EVALUATION OF METHODS FOR ESTIMATION OF TOTAL ARTERIAL COMPLIANCE

Seven classic and recently proposed methods used for the estimation of total arterial compliance have been evaluated for their accuracy and applicability in different physiological conditions. The pressure and flow data are taken from a computer model that provides realistic simulations of the nonlinear-distributed systemic arterial tree. Besides the great flexibility in simulating different physiological or pathological cases, the major advantage of the computer model is that it allows precise knowledge of the pressure-dependent total arterial compliance, which is the variable of interest. The results show that the methods based on the two-element windkessel (WK) model are more accurate than those based on the three-element WK model.

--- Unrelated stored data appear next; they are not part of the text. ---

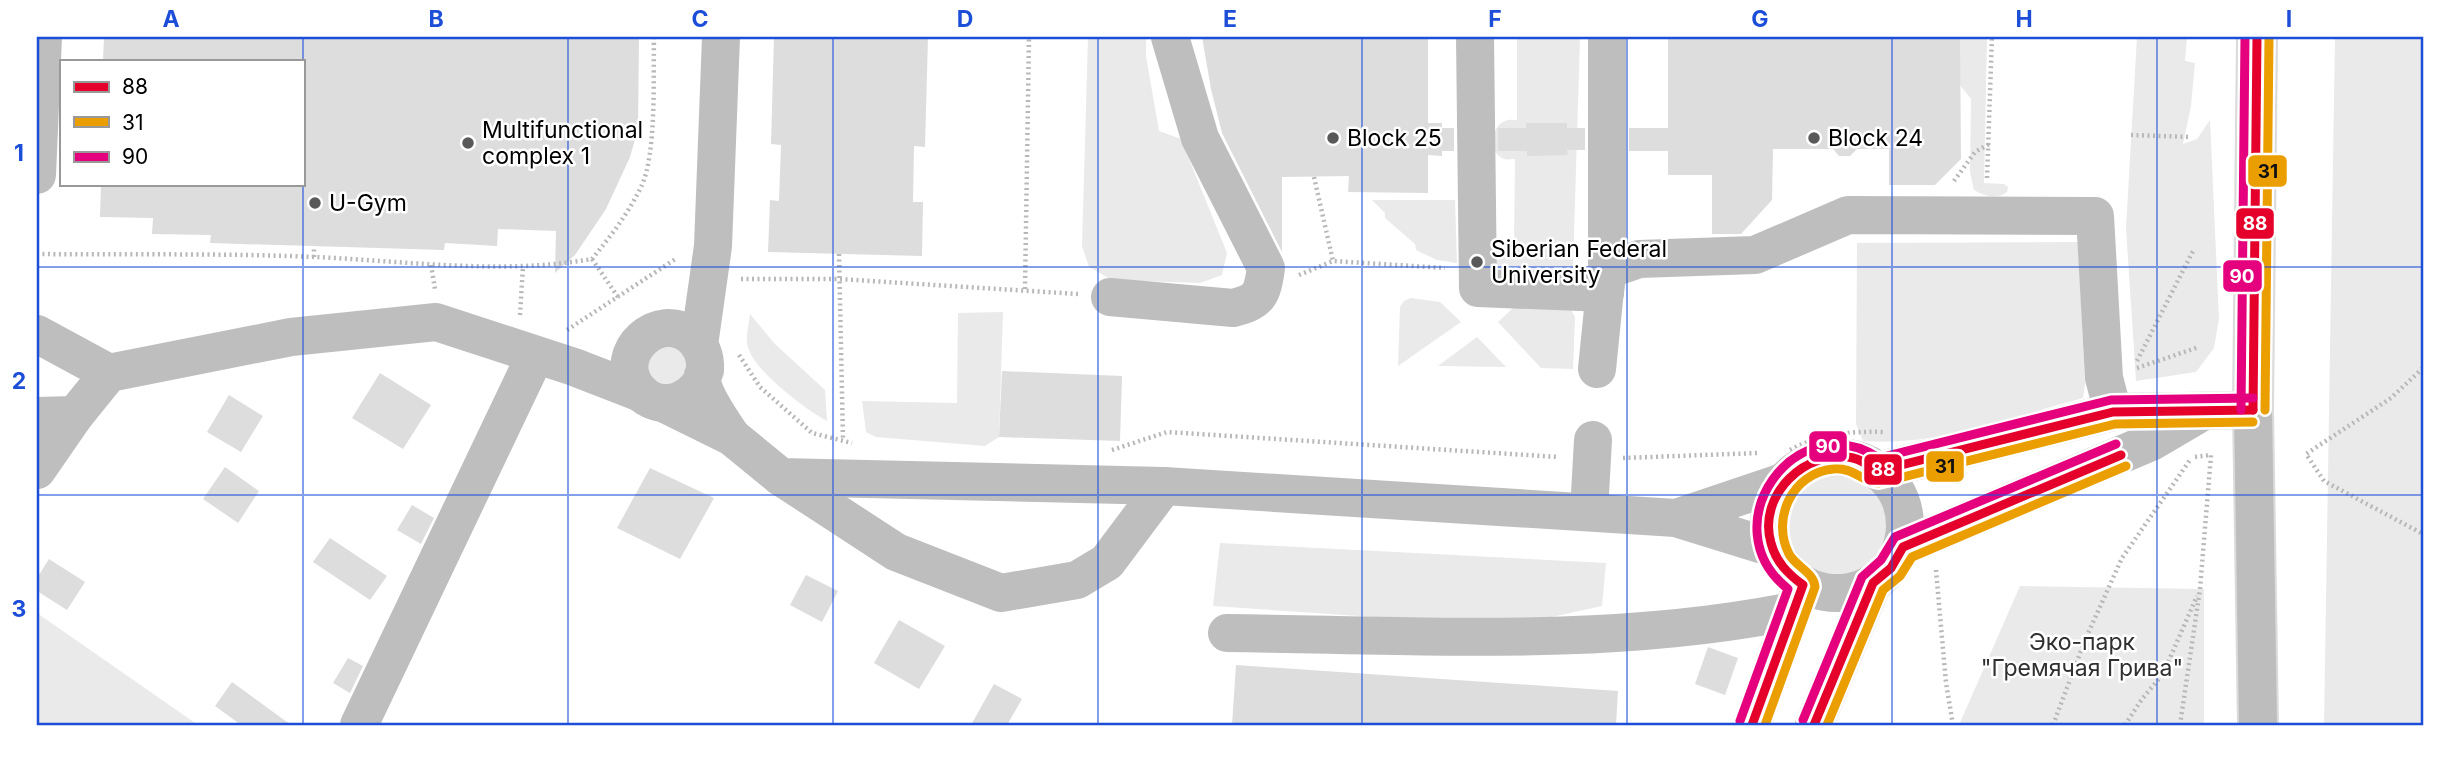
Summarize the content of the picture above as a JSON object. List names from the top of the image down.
{
  "parks": ["Эко-парк \"Гремячая Грива\""],
  "places": [
    "Block 25",
    "Block 24",
    "Multifunctional complex 1",
    "U-Gym",
    "Siberian Federal University"
  ],
  "lines": ["transit line 88", "transit line 31", "transit line 90"],
  "legend": ["88", "31", "90"],
  "grid": {
    "columns": [
      "A",
      "B",
      "C",
      "D",
      "E",
      "F",
      "G",
      "H",
      "I"
    ],
    "rows": ["1", "2", "3"]
  }
}
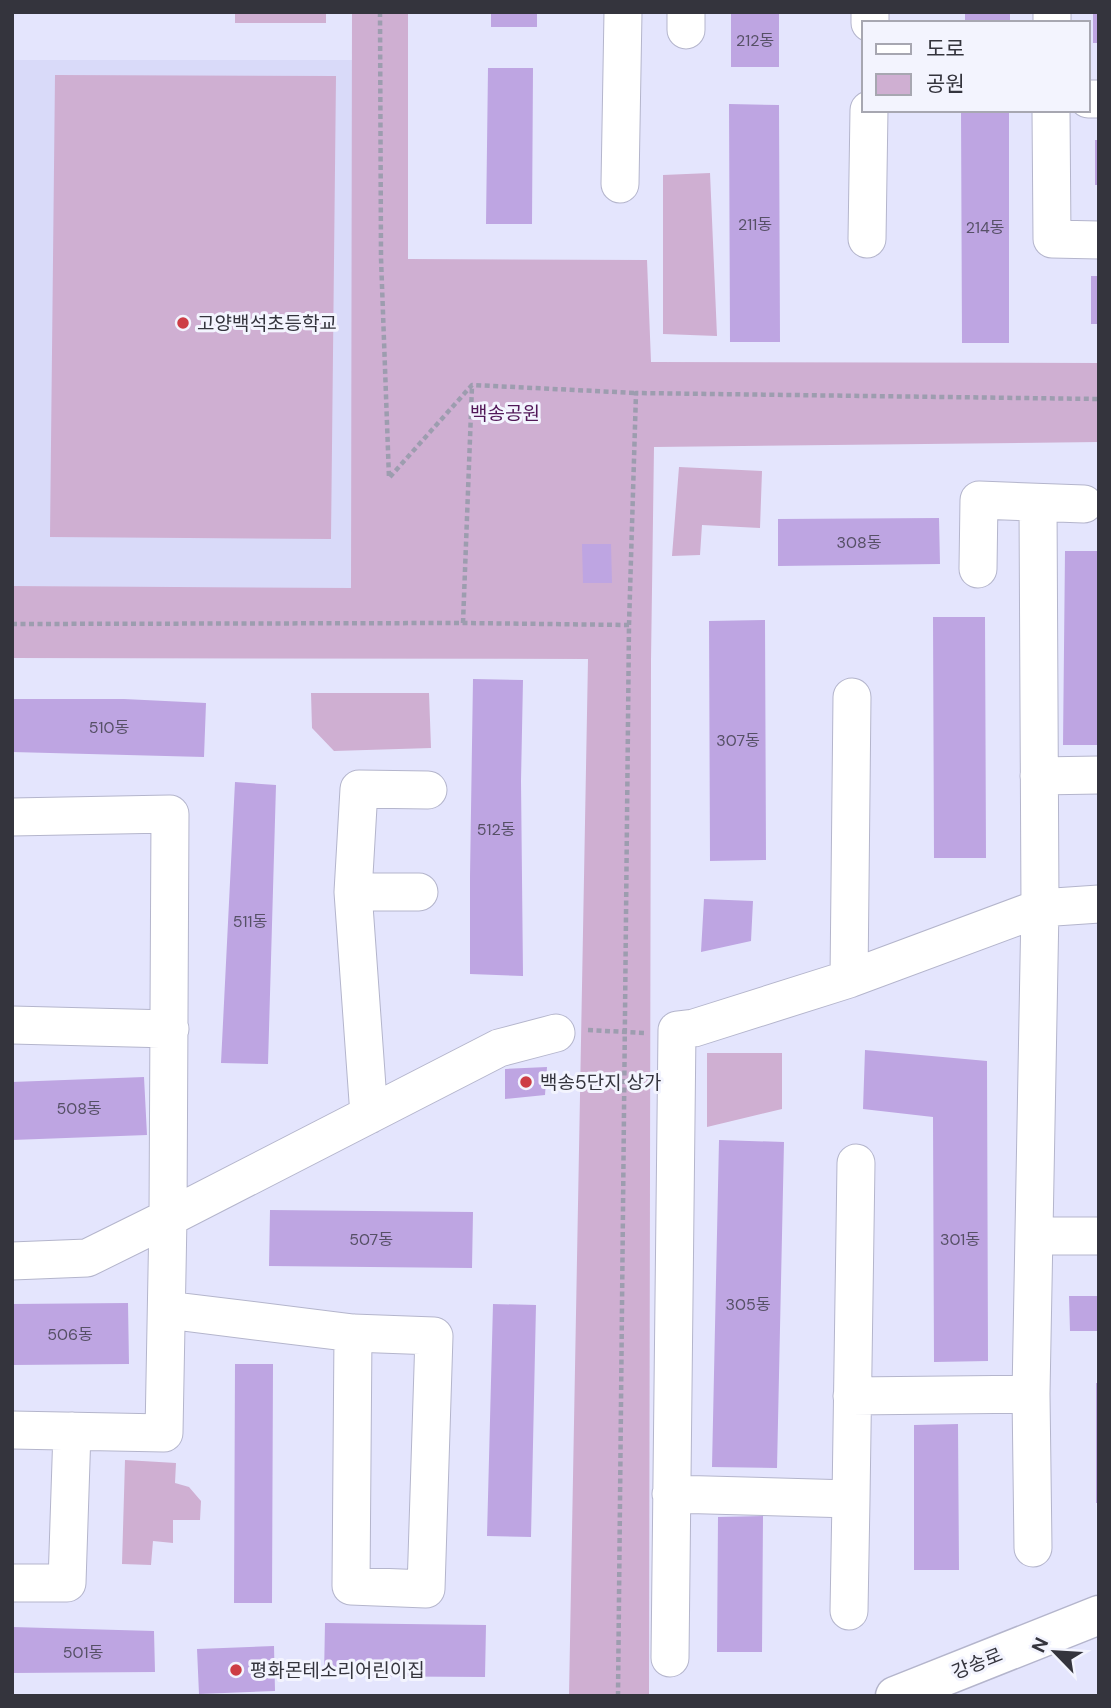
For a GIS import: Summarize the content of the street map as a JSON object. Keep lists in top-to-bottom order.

The classic exponential decay and the diastolic area method yield essentially similar results, and their compliance estimates are accurate within 10% except at high heart rates. The later part of diastole, i.e., from the time that the systolic pressure wave has reached all peripheral beds,gives the best results. The newly proposed two-area and pulse pressure methods, both based on the two-element WK model, are accurate (errors in general <10%) and can be applied to other locations in the arterial tree where the decay time and area method cannot. Methods based on the three-element WK model consistently overestimate total arterial compliance (greater than or equal to 25%). The errors in the methods based on the three-element WK model arise from the fact that the input impedance in that model deviates significantly from the true input impedance at low frequencies. The strong dependence of compliance on pressure (elastic nonlinearity) does not invalidate the compliance estimates. All compliance estimation methods are sensitive to compliance contributions from small peripheral vessels (<1 mm in diam). Thus, despite the dominance of the central vessels, small changes in the peripheral compliance contribute to the load of the heart.